### Your assignment:
Repeat word for word the lines from the top of the records through the line containing "--surface:#fff; --page:#f2f2f3; --text:#1f2937;", and skip the pictures.

-- Source data follows --

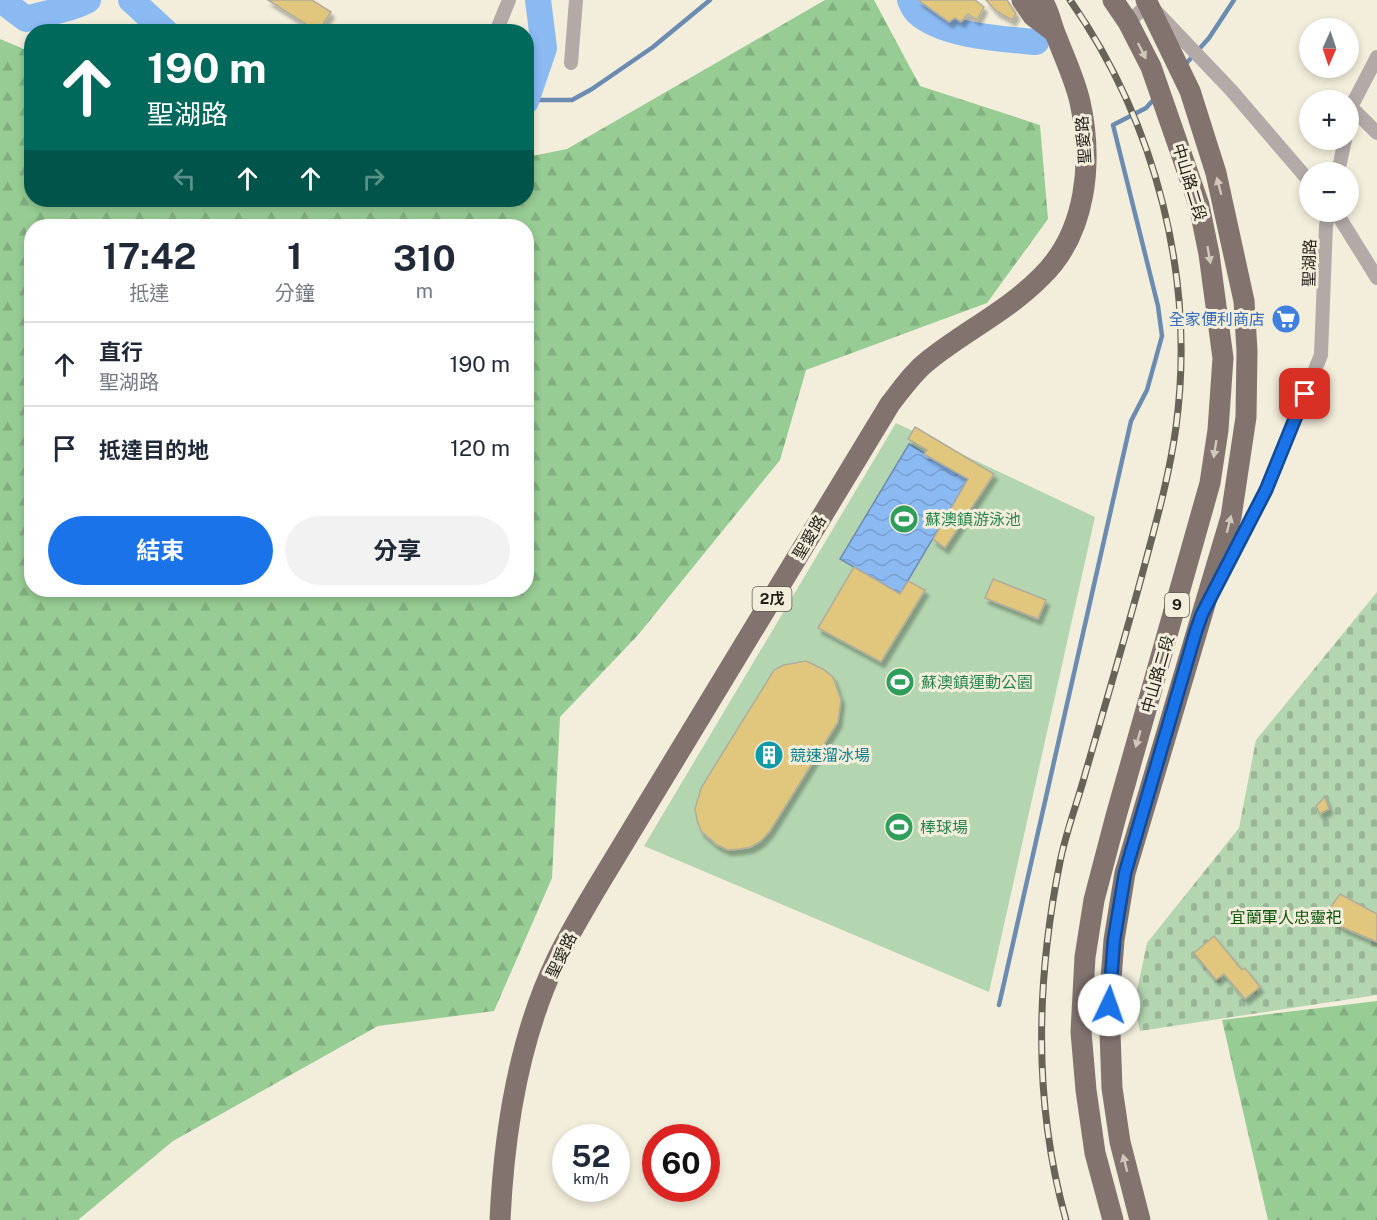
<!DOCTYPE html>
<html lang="zh-TW">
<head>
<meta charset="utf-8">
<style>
	:root { --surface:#fff; --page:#f2f2f3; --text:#1f2937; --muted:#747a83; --line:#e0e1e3; --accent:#1a73e8 }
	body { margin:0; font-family:"Public Sans","Noto Sans TC",sans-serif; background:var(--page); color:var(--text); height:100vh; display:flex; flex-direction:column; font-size:22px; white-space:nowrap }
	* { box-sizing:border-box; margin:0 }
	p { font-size:20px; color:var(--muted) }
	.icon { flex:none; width:33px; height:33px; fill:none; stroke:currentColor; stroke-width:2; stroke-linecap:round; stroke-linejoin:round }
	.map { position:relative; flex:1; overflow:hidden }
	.details { position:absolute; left:24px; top:219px; width:510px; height:378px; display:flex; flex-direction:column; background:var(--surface); border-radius:24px; box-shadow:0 3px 9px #0003 }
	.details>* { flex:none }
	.top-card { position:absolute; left:24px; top:24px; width:510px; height:183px; border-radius:24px; box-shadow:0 3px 9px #0003; background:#00695c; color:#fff; overflow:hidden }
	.needle { width:39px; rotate:183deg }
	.buttons { position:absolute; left:1299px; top:18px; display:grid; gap:12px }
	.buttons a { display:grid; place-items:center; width:60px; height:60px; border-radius:50%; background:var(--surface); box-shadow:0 3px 9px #0003; font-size:30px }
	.speed { position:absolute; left:552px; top:1124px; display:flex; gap:12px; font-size:30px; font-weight:700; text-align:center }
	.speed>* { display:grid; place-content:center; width:78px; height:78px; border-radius:50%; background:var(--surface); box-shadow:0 3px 9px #0003; line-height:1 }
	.speed small { font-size:15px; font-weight:400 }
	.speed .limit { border:9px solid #d22; background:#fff; color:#111 }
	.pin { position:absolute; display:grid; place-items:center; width:51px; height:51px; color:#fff; margin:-26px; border-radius:12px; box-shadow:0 3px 9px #0006 }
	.me { position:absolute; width:66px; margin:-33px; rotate:3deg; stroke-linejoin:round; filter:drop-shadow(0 0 4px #0008) }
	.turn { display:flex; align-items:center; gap:21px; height:126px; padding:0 24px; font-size:27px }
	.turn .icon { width:78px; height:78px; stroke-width:2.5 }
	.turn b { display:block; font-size:42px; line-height:51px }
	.lanes { display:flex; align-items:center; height:57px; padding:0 24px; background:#0003; justify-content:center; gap:30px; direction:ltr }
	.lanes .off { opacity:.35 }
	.eta { display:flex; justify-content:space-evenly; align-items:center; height:102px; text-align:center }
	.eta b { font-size:36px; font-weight:700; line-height:42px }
	.primary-button { display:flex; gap:12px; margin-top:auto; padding:12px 24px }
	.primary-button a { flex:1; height:69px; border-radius:36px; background:var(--accent); color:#fff; font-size:24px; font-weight:700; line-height:69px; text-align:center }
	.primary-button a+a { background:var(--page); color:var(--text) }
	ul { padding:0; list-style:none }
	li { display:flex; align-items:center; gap:18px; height:84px; padding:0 24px; border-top:2px solid var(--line) }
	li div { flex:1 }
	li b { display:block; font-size:22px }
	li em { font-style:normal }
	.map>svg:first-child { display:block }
	.forest { fill:url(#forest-firs); fill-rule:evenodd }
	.cemetery { fill:url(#cemetery-stones) }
	.green { fill:#b3d5b0 }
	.water { fill:url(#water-waves); stroke:#6b8bb1; stroke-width:1.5 }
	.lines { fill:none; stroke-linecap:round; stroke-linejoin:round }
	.stream { stroke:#6b8bb1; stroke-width:4.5 }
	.river { stroke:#8bbaf3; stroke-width:26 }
	.building { fill:#e1c67e; stroke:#b2ac9c; stroke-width:1.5; filter:url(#shadow) }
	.street { stroke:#b3aaa8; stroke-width:14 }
	.primary { stroke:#82736f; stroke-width:21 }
	.rail-casing { stroke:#666359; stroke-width:7 }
	.rail { stroke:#f3eddb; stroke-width:4.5; stroke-dasharray:14; stroke-linecap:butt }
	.oneway { fill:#d1c8bb }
	.route-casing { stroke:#114b97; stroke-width:15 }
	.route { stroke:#1a73e8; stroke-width:10 }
	.labels { text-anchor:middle; stroke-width:6; stroke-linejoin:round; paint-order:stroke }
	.shield { fill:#f3eddb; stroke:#5f5c52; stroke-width:1.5 }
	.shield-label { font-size:15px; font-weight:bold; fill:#201e18 }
	.street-label { font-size:16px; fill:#201e18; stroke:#f3eddb }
	.shop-label { font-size:16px; fill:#366cbe; stroke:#f3eddb; text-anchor:end }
	.leisure-label { font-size:16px; fill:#27864d; stroke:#f3eddb; text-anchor:start }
	.culture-label { font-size:16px; fill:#0d838f; stroke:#f3eddb; text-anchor:start }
	.park-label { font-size:16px; fill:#08550a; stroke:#f3eddb }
</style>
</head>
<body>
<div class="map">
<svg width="1377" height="1220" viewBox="0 0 1377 1220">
	<defs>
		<pattern id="forest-firs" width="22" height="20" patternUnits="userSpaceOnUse" patternTransform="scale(1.5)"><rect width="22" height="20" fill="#97cc94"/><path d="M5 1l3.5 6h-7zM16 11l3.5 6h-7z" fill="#82af7f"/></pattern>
		<pattern id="cemetery-stones" width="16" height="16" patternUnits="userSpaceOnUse" patternTransform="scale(1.5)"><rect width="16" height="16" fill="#b3d5b0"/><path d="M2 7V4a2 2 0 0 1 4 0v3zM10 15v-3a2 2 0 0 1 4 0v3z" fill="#9ab697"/></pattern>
		<pattern id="water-waves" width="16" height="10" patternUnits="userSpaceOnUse" patternTransform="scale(1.5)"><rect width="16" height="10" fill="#8bbaf3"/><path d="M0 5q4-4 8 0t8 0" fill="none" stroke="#789fd0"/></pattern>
		<filter id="shadow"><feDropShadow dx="3.5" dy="5.5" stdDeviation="1.5" flood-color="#0004"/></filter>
	</defs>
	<rect width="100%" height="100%" fill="#f3eddb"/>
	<path class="forest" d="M 825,0 L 874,0 L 920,86 L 1040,125 L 1048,219 L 987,303 L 806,370 L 780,460 L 638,635 L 560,717 L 552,878 L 494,1011 L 378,1026 L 173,1141 L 78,1220 L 0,1220 L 0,39 L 31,52 L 32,200 L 526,200 L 527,157 L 567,149 ZM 32,226 L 526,226 L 526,590 L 32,590 Z
		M 1377,1001 L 1377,1220 L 1268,1220 L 1222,1020 Z"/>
	<path class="cemetery" d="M 1377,592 L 1377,995 L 1140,1031 L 1134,1005 L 1147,943 L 1239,828 L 1256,740 Z"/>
	<path class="green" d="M 896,423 L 1095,517 L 989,992 L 644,846 Z"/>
	<path class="water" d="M 909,444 L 968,479 L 900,594 L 840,559 Z"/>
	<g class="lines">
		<path class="stream" d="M 1183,67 L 1209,38 L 1234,0
			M 527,100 L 572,100 L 592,89 L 653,47 L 710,0
			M 999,1005 L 1131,421 L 1147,390 L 1162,336 L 1158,306 L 1113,125 L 1146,108 L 1156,97"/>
		<path class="river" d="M 131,0 L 166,32
			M 910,0 C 912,4 914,10 917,12 C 942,36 1003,39 1036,42
			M 5,3 L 26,19 C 47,12 68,11 88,0
			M 526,101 L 544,48 L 538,0"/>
	</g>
	<path class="building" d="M 268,0 L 312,0 L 331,12 L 318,32 Z
		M 918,0 L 975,0 L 984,7 L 977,20 L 968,14 L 961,22 L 955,18 L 949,22 Z
		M 986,0 L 1007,0 L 1016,14 L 1012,20 L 996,11 Z
		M 915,427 L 994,474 L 945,548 L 933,539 L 968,479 L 924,454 L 927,450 L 908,439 Z
		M 854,567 L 900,594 L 908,581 L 925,590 L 881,662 L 818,628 Z
		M 993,579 L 1046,600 L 1038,619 L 985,598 Z
		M 806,661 L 823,669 L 833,677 L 841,700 L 838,722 L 770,831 L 761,841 L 751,847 L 740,849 L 728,850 L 717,845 L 701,831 L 697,820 L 695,809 L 701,788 L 774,670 L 784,665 Z
		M 1325,797 L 1329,809 L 1320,814 L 1316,806 Z
		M 1340,894 L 1377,914 L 1377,942 L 1344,928 L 1325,915 Z
		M 1214,936 L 1242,970 L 1245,968 L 1260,987 L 1245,999 L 1224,974 L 1216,980 L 1194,953 Z"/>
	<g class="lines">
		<path class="street" d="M 1128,22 L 1149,4 L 1231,90 L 1310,182
			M 496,32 L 509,0
			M 571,63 L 576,0
			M 1351,107 L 1377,133
			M 1348,120 L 1351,107 L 1377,57
			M 1338,172 L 1345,140
			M 1336,212 L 1377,278
			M 1220,580 L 1266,490 L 1321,355 L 1326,225 L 1330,212"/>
		<path class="primary" d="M 1022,0 L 1033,16 L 1054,32
			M 500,1220 C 504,1133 518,1041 556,961 C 568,936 582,913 596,889 L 890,404 C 902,389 913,372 929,360 C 965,331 1009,310 1042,276 C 1087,232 1093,161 1080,102 C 1075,80 1065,59 1057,38 C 1051,25 1050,12 1042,0
			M 1113,1220 L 1095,1153 L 1086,1090 L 1081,1032 L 1085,957 L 1094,900 L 1116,816 L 1210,483 L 1218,430 L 1223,358 L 1209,254 L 1199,205 L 1151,67 L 1128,22 L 1113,0
			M 1140,1220 L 1120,1142 L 1112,1088 L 1109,1005 L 1114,940 L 1125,873 L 1231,517 L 1246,417 L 1247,351 L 1244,301 L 1216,173 L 1190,91 L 1146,0"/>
		<g class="rail-casing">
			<path id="rail" d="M 1066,1220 C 1033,1103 1036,981 1060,862 C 1066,831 1078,801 1086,771 C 1105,706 1124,641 1142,575 C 1155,526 1169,478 1176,427 C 1196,278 1156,123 1070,0"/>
		</g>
		<use href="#rail" class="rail"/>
	</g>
	<defs><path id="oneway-solid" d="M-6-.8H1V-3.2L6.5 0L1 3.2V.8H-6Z" transform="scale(1.5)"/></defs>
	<g class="oneway">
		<use href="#oneway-solid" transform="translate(1142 51) rotate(63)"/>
		<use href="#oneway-solid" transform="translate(1219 186) rotate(-105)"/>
		<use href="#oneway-solid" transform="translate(1209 255) rotate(80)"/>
		<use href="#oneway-solid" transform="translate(1215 449) rotate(99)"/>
		<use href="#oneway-solid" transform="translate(1229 524) rotate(-76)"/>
		<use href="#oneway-solid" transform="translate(1138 739) rotate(106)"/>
		<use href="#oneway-solid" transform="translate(1125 1163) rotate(-104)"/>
	</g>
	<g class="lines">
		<g class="route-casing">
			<path id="route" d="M 1109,1005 L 1114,940 L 1125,873 L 1196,631 L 1202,614 L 1266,490 L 1305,394"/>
		</g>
		<use href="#route" class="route"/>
	</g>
	<defs>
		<g id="supermarket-disc" transform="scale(1.5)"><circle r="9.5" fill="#3f7fe0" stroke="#f3eddb"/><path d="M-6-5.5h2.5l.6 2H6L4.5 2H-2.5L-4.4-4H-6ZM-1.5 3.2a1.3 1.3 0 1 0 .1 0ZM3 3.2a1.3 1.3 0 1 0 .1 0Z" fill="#fff"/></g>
		<g id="stadium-disc" transform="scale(1.5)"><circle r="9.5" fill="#2e9e5b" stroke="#f3eddb"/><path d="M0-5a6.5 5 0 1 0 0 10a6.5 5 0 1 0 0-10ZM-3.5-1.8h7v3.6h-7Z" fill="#fff"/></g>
		<g id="building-disc" transform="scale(1.5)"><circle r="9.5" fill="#0f9aa8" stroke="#f3eddb"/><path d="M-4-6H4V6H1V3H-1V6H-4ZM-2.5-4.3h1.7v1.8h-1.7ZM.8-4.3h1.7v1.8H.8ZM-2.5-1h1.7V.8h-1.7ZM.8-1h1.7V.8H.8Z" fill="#fff"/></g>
	</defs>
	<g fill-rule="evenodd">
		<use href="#supermarket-disc" x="1286" y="319"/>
		<use href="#stadium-disc" x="904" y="519"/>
		<use href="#stadium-disc" x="900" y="682"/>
		<use href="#building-disc" x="769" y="755"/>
		<use href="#stadium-disc" x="899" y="827"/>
	</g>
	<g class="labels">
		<g class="shield">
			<rect x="752.5" y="587" width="39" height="24" rx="4.5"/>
			<rect x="1165" y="593" width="24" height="24" rx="4.5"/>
		</g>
		<g class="shield-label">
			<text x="772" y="604">2戊</text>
			<text x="1177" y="610">9</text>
		</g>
		<g class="street-label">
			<text transform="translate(1083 140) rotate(-94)" y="6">聖愛路</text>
			<text transform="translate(1190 182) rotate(73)" y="6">中山路二段</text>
			<text transform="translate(1309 263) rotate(-89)" y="6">聖湖路</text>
			<text transform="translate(809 537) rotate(-59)" y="6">聖愛路</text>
			<text transform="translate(1157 674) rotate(-74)" y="6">中山路二段</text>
			<text transform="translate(561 955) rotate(-64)" y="6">聖愛路</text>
		</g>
		<g class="shop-label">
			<text x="1265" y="325">全家便利商店</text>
		</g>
		<g class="leisure-label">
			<text x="925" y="525">蘇澳鎮游泳池</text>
			<text x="921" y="688">蘇澳鎮運動公園</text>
			<text x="920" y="833">棒球場</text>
		</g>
		<g class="culture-label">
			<text x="790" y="761">競速溜冰場</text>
		</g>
		<g class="park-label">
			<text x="1286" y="923">宜蘭軍人忠靈祀</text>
		</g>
	</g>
</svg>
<div class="buttons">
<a><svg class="needle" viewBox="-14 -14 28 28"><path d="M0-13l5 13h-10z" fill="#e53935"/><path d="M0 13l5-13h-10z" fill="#747a83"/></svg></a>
<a>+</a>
<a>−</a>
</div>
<div class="speed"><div>52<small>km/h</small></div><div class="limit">60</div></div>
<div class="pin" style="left:1305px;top:394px;background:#d93025"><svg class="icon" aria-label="arrive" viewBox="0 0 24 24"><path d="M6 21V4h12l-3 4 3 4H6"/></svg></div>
<svg class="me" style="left:1109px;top:1005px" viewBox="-20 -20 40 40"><circle r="19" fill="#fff"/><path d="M0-13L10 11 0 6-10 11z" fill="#1a73e8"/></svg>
<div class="top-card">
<div class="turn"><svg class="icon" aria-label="ahead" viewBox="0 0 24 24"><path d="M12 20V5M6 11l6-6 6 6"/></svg><div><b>190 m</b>聖湖路</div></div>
<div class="lanes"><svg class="icon off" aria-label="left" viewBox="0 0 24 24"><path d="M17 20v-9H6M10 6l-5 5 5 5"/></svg><svg class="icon" aria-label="ahead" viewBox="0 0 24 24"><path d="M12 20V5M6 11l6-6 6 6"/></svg><svg class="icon" aria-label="ahead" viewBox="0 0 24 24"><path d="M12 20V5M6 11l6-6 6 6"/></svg><svg class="icon off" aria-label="right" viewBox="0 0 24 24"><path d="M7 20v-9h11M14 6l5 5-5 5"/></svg></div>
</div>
<section class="details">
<div class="eta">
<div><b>17:42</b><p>抵達</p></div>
<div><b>1</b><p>分鐘</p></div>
<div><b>310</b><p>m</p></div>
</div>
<ul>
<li><svg class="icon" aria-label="ahead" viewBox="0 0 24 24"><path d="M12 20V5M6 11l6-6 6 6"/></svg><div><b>直行</b><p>聖湖路</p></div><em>190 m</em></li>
<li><svg class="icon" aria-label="arrive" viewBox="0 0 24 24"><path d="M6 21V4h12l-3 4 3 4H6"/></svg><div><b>抵達目的地</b></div><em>120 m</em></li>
</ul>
<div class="primary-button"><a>結束</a><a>分享</a></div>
</section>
</div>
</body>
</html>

-- Source data concluded --

### Exercise solution:
<!DOCTYPE html>
<html lang="zh-TW">
<head>
<meta charset="utf-8">
<style>
	:root { --surface:#fff; --page:#f2f2f3; --text:#1f2937; --muted:#747a83; --line:#e0e1e3; --accent:#1a73e8 }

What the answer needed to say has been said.